Raftery believes that Deakin has a solution available to the marketplace of a high quality that will do its part of shaping the future of the profession. 

“It’s not merely a box ticking exercise, it’s why we have recruited some of the best talents in our team to try and help the industry,” Raftery says.

As well as the contribution from Sanders, Deakin’s team included lecturers Marc Olynyk and Mike Kerry, Dr Campbell Heggen, and Professor of Practice Adam Steen.

“We believe we have one of the world’s emerging behavioural finance academics in Campbell Heggert who’s worked with a lot of people in North America who are experts in the field.”

Kaplan’s three bridging courses and the ethics subject are being purposefully built and they had also partnered with Deloitte and Deen Sanders.

“This is about giving the best content in the world, it would have been easy for us to just use the courses we had,” Knight says.

“But we decided to invest to give advisers something that’s actually going to be a benefit to them.

“We’ve made sure the prices of the course will be affordable, we also have invested heavily to not just give ordinary content.”

It’s not just traditional education providers offering assistance to advisers, either. Many industry players are seeking to get in on the action and offer a lending hand to their clients or colleagues who may be struggling with the new requirements.

Leading insurer TAL, for example, recently ran a training session for advisers on the Code of Ethics that the FASEA regime is imposing, as well as on the exam and education requirements. Almost 500 advisers attended the first session, showing the need in the industry for guidance on the reforms.

“Currently, there are very few resources available to support financial advisers in understanding the code of ethics and how it applies to their day-to-day business dealings and customer interactions,” TAL head of licensees and partnerships, Beau Riley, said after the first session.
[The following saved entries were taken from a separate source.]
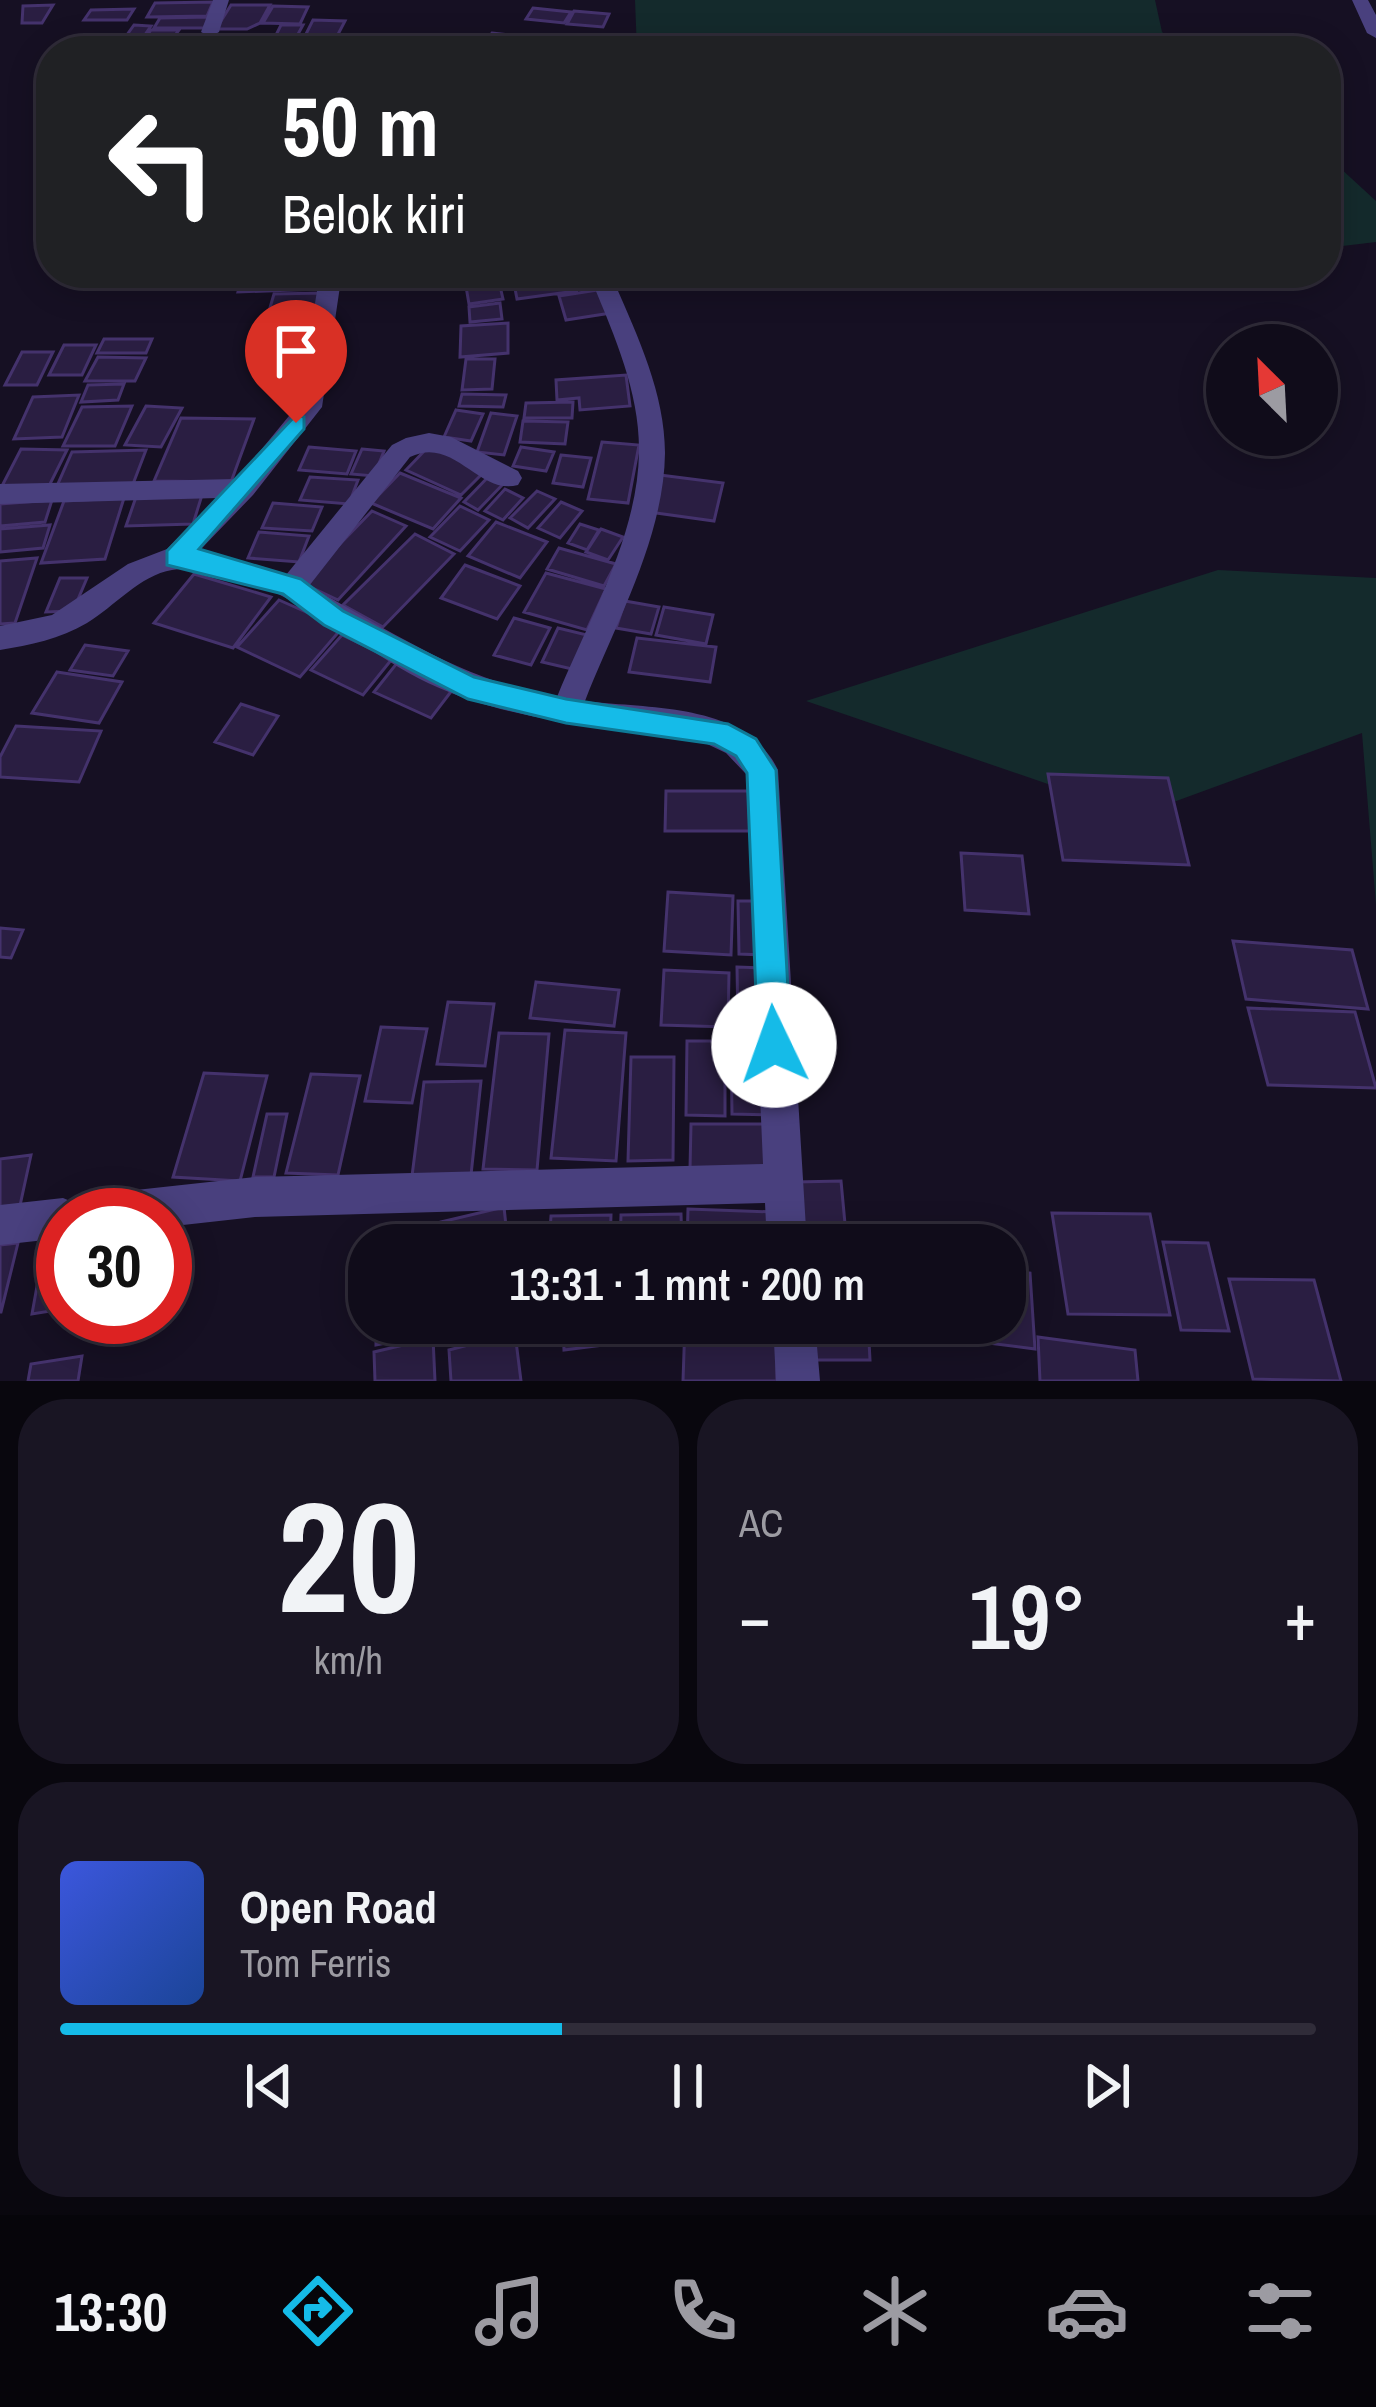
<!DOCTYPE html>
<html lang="id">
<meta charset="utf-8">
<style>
:root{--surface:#100c1a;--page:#191523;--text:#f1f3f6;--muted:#9c9ba2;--line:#302c39;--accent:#15bbe8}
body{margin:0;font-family:"Archivo Narrow",sans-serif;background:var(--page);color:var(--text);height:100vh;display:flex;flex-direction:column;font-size:45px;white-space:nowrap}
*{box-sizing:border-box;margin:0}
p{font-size:39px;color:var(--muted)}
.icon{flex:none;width:66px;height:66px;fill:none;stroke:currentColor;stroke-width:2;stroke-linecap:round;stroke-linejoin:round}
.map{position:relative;height:1381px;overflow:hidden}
.details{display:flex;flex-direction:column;gap:18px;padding:18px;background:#09070e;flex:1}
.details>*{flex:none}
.guide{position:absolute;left:36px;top:36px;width:1305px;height:252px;border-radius:48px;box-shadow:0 6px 30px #0003,0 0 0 3px var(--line);background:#202124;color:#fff;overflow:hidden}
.needle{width:78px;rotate:336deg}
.controls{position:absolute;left:1206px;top:324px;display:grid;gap:24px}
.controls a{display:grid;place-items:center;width:132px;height:132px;border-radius:50%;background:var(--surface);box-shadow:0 6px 30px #0003,0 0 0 3px var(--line);font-size:60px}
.speed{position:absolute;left:36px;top:1188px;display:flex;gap:24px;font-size:60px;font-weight:700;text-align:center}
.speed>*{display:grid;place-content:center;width:156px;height:156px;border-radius:50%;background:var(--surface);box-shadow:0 6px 30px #0003,0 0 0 3px var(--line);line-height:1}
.speed .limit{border:18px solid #d22;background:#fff;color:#111}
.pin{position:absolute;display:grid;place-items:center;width:102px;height:102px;color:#fff;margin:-123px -51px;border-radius:50% 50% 50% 0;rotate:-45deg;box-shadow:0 0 12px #0007}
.pin .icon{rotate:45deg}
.me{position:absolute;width:132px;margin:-66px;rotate:357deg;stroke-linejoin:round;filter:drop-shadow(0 0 9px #0008)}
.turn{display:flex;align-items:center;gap:42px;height:252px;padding:0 48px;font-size:54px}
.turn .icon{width:156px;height:156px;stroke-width:2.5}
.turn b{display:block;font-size:84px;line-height:102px}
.big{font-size:90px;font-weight:600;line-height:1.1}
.details .widget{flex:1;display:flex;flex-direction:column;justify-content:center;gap:18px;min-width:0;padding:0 42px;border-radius:48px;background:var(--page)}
.details .dial{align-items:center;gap:0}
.dial b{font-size:156px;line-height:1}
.song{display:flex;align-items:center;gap:36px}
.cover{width:144px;height:144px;border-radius:18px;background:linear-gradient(135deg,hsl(230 70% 55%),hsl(220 70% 35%))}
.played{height:12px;border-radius:6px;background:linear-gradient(90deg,var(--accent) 40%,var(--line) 40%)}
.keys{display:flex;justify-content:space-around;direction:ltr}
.heat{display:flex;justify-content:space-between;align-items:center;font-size:66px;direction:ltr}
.details .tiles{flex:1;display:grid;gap:18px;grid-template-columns:1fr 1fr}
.widget:last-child{grid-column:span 2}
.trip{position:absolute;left:348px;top:1224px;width:678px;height:120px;border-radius:48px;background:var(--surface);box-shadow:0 6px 30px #0003,0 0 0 3px var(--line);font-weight:600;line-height:120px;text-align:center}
.tab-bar{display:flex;height:192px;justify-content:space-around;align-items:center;background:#06050a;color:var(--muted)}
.tab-bar .icon{width:84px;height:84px}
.tab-bar .active{color:var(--accent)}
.tab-bar b{font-size:54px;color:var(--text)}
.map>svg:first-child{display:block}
.green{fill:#142a2c}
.building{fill:#2a1e42;stroke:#44326c;stroke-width:3}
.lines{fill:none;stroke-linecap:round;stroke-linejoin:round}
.minor{fill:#49407e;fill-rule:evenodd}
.route{fill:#15bbe8;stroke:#0e7a97;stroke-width:3}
</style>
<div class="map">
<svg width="1376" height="1381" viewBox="0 0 1376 1381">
<rect width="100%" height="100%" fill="#161023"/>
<path class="green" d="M635 0H1155L1162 32 1188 51H637Z
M1326 155 1376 201V242L1326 248Z
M1218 570 1376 578V905L1362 733 1138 815 806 701Z"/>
<path class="building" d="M213 2 207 16 147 17 155 3Z
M53 5 42 23H22L23 6Z
M231 5H270L260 23 247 29H216Z
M273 6 308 7 300 24 263 23Z
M533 8 571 12 564 23 526 19Z
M134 9 127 20H84L91 10Z
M574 11 609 14 603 27 567 24Z
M210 17 204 28H154L160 18Z
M313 20 345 21 334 42H302Z
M134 25 151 26 137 46H119Z
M281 25H303L291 47H270Z
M151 30H179L168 45 141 44Z
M492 33 528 37 521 48 485 44Z
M343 35 382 38 376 48 336 45Z
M207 36 234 37 226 51H199Z
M243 273H321L317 289 238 292Z
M497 273 503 299 469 304 464 275Z
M512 273H572L576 291 517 299Z
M604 289 611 313 566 320 559 296Z
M322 293 318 310 269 311 274 294Z
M500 303 502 319 470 322 469 307Z
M318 314 311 339 254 340 263 315Z
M508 323V353L460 357 461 326Z
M104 339H152L146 353H97Z
M64 345H96L82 375H49Z
M22 352H53L37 385H5Z
M98 357 146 358 135 381H85Z
M466 359H495L492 389 462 390Z
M626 375 630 406 580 410 579 398 557 400 556 380Z
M124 384 118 400 81 402 88 385Z
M462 394 506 395 503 407 459 406Z
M79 395 62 437 14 439 33 397Z
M573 402 572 418H524L526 403Z
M132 406 115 446H63L82 407Z
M146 406 182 408 161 447 125 445Z
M456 410 483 414 471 441 444 437Z
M491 413 517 416 504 455 477 452Z
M181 418 254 419 231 482 154 481Z
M523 421 568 422 565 444 520 442Z
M602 442 639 445 628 503 588 499Z
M430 445 486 470 461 495 406 470Z
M309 447 356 451 347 474 299 470Z
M521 447 554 452 546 471 513 466Z
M21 449 67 450 49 486H2Z
M362 449 384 451 374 476 351 474Z
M146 450 133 484 57 486 72 452Z
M561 455 591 458 583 487 553 483Z
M493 472 508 479 478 510 464 502Z
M400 473 461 498 433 529 371 503Z
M660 475 723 483 714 521 649 512Z
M310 477 358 480 349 504 300 500Z
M505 489 523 498 503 520 485 511Z
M537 491 555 499 528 528 510 518Z
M202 495 193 524 126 526 136 497Z
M124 498 105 559 41 563 64 501Z
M52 500 45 522 0 526V504Z
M561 502 582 511 560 538 538 528Z
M273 503 322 507 312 531 262 528Z
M460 506 489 520 460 551 430 537Z
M372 511 406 526 338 600 302 583Z
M496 522 547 542 520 578 468 556Z
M580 524 599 530 587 550 568 543Z
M50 525 43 548 0 552V529Z
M601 529 623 537 608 560 586 552Z
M259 532 309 536 299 562 248 558Z
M415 534 454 554 383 627 343 605Z
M559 548 616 564 604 586 547 569Z
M37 558 15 623 0 624V561Z
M465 565 520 586 497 619 441 598Z
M546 573 606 589 587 630 524 612Z
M194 574 271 597 233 648 154 623Z
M60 578H87L73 611 46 612Z
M279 600 342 628 300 677 237 647Z
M625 601 659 607 651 634 616 628Z
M664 607 713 615 706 644 656 635Z
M514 618 550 628 531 665 494 655Z
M558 628 587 635 572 669 542 662Z
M342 635 392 659 363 695 311 670Z
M637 638 716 647 710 682 629 672Z
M85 645 128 651 113 676 70 670Z
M397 663 453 689 431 718 374 692Z
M57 672 122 682 99 723 32 713Z
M241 704 278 716 253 755 215 742Z
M16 726 101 731 79 782 0 777V757Z
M1048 774 1168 778 1189 865 1063 860Z
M666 791H751L752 831H665Z
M961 853 1022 856 1029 914 965 910Z
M668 892 733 896 731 955 664 951Z
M738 901H763L764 955 739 954Z
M0 928 23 930 11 958 0 957Z
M1233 941 1352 950 1368 1009 1246 999Z
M737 967 764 968V1025L738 1024Z
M664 970 729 973 728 1027 661 1025Z
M536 982 619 990 614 1026 530 1018Z
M448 1002 494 1004 485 1066 437 1064Z
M1248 1008 1355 1012 1376 1088 1268 1085Z
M381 1027 427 1029 412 1103 365 1101Z
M565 1030 626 1033 616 1161 551 1158Z
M499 1033 549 1034 537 1170 483 1169Z
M731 1039 769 1040 771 1115 732 1114Z
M687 1041H725V1116L686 1115Z
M631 1057H674L673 1160 628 1161Z
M204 1073 267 1076 240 1181 173 1177Z
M311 1074 360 1076 338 1175 286 1173Z
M481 1081 471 1175 412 1176 424 1082Z
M267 1114H287L274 1177H253Z
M691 1124H766L767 1170 690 1169Z
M31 1155 19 1210 0 1212V1159Z
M841 1181 847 1245H800L796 1182Z
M504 1207 508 1245H443L441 1222Z
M688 1209 774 1212 775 1245H687Z
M1052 1213 1150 1214 1170 1315 1068 1314Z
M681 1214 682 1245H620L621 1215Z
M611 1215 610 1245H549L551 1216Z
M425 1227 426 1245H388V1234Z
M1163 1242 1208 1243 1229 1331 1181 1330Z
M18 1243 1 1312H0V1245Z
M63 1250V1309L32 1314 43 1253Z
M1005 1270 1030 1273 1035 1349 940 1337V1323H1005Z
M1229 1279 1314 1280 1341 1381 1253 1379Z
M376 1323H433V1334L376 1345Z
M448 1323H516V1328L449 1345Z
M563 1323H658L659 1338 564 1350Z
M685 1323H777V1381H683Z
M808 1323H868L870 1360H810Z
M515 1333 521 1381H451L449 1350Z
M1038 1337 1135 1350 1138 1381H1040Z
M433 1338 435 1381H375L374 1352Z
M82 1356 78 1381H28L31 1364Z"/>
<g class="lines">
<path class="minor" d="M213 0H229L219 32 210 37 201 32Z
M1352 0H1368L1376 15V38L1367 33Z
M320 273H342L322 407 253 495 201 549 286 575 392 445 406 438 429 433 451 437 518 471 522 478 518 485C479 496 454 435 410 457L309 586C391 631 463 681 557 697 588 621 638 536 639 452 640 394 615 337 593 284L604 277 615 284C638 337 665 394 665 453 664 538 615 624 585 701 648 709 746 702 778 770L807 1245H767L765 1203 255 1217 165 1227V1215H63V1238L0 1245V1205L63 1198 75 1203 90 1195 255 1177 763 1164 746 774 726 753 705 743C611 725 517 725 428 683 356 649 256 556 172 570 140 575 114 607 87 623 60 639 30 645 0 650V626L52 615 128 564 167 549 218 498 0 504V484L237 479 298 405Z
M773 1323H815L820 1381H776Z"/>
</g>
<path class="route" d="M296 415 304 417V429L199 549 301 579 343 611 474 677 566 699 728 724 756 739 776 770 791 1045 786 1057 774 1062 762 1057 758 1045 747 773 736 756 714 744 566 723 468 699 324 625 283 594 167 565V551Z"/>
</svg>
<div class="controls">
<a><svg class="needle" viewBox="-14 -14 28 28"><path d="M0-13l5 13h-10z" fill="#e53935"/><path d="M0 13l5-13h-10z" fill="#9c9ba2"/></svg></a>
</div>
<div class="speed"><div class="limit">30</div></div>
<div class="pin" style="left:296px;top:423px;background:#d93025"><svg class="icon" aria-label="arrive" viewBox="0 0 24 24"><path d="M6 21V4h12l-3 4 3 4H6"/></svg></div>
<svg class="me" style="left:774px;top:1045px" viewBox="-20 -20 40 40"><circle r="19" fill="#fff"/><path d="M0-13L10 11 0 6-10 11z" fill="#15bbe8"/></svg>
<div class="trip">13:31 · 1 mnt · 200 m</div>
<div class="guide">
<div class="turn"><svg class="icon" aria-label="left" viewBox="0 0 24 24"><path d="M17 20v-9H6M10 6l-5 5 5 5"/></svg><div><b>50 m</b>Belok kiri</div></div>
</div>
</div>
<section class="details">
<div class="tiles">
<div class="widget dial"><b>20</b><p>km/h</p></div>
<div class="widget"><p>AC</p>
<div class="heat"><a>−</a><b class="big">19°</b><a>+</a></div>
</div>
<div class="widget">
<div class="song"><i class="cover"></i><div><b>Open Road</b><p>Tom Ferris</p></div></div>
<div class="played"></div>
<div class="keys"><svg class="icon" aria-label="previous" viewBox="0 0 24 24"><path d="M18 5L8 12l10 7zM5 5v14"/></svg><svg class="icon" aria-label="pause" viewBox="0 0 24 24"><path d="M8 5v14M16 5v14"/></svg><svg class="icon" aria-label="next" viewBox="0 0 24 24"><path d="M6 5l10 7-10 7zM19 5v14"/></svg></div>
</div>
</div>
</section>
<nav class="tab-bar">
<b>13:30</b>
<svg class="icon active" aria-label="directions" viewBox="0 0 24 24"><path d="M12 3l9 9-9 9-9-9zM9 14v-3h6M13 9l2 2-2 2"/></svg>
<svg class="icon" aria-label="music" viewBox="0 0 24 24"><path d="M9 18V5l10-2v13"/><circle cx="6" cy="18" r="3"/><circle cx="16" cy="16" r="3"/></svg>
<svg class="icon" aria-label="phone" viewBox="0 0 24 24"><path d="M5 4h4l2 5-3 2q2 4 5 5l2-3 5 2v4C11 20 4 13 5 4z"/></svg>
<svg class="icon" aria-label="climate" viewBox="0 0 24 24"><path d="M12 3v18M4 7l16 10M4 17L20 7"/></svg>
<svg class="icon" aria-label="car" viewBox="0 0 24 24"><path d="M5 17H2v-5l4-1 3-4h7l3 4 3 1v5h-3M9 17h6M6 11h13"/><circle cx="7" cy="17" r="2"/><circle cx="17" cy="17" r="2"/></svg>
<svg class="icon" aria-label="filters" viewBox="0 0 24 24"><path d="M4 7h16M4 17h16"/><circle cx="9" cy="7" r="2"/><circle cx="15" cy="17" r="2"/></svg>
</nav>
“Through our TAL Risk Academy ethics course, we want to equip advisers with a solid understanding of the scope of the code of ethics and the procedures they need to put in place to ensure they adhere to the code and demonstrate their adherence to others.”


Kaplan is one of the many institutions offering both online and face-to-face lectures, one of the ways it aims to serve all situations.

“If you want to go to a face-to-face lecture you can, but there are webinars in every subject and recorded lectures for those who don’t want to do them,” Knight says.

“We have our bridging courses that are being built specifically for FASEA, and we have personalised and one-on-one adviser consultations, pathways and study plans.”
Given there will be people in the industry who have not studied for a long time, if at all, Kaplan has planned assistance for people who need help getting back into study-mode.

“From things like how to take notes, prepare for exams, how to actually do an assignment, referencing, and then we run tutor hours and we have advisers to help them,” Knight says.

Kaplan has courses designed to be done completely online, to give people flexibility to do it in their own time and at their own pace.

To increase flexibility, they offer programs during six study periods in a year, as opposed to the traditional university semester or trimester models.

“There are study groups people are assigned so they can work in groups and we have tutors assigned to them,” Knight says.

“They can contact the tutor and get advice on any question they’re struggling with, we have discussion forums, so that offers a full experience designed to assist.”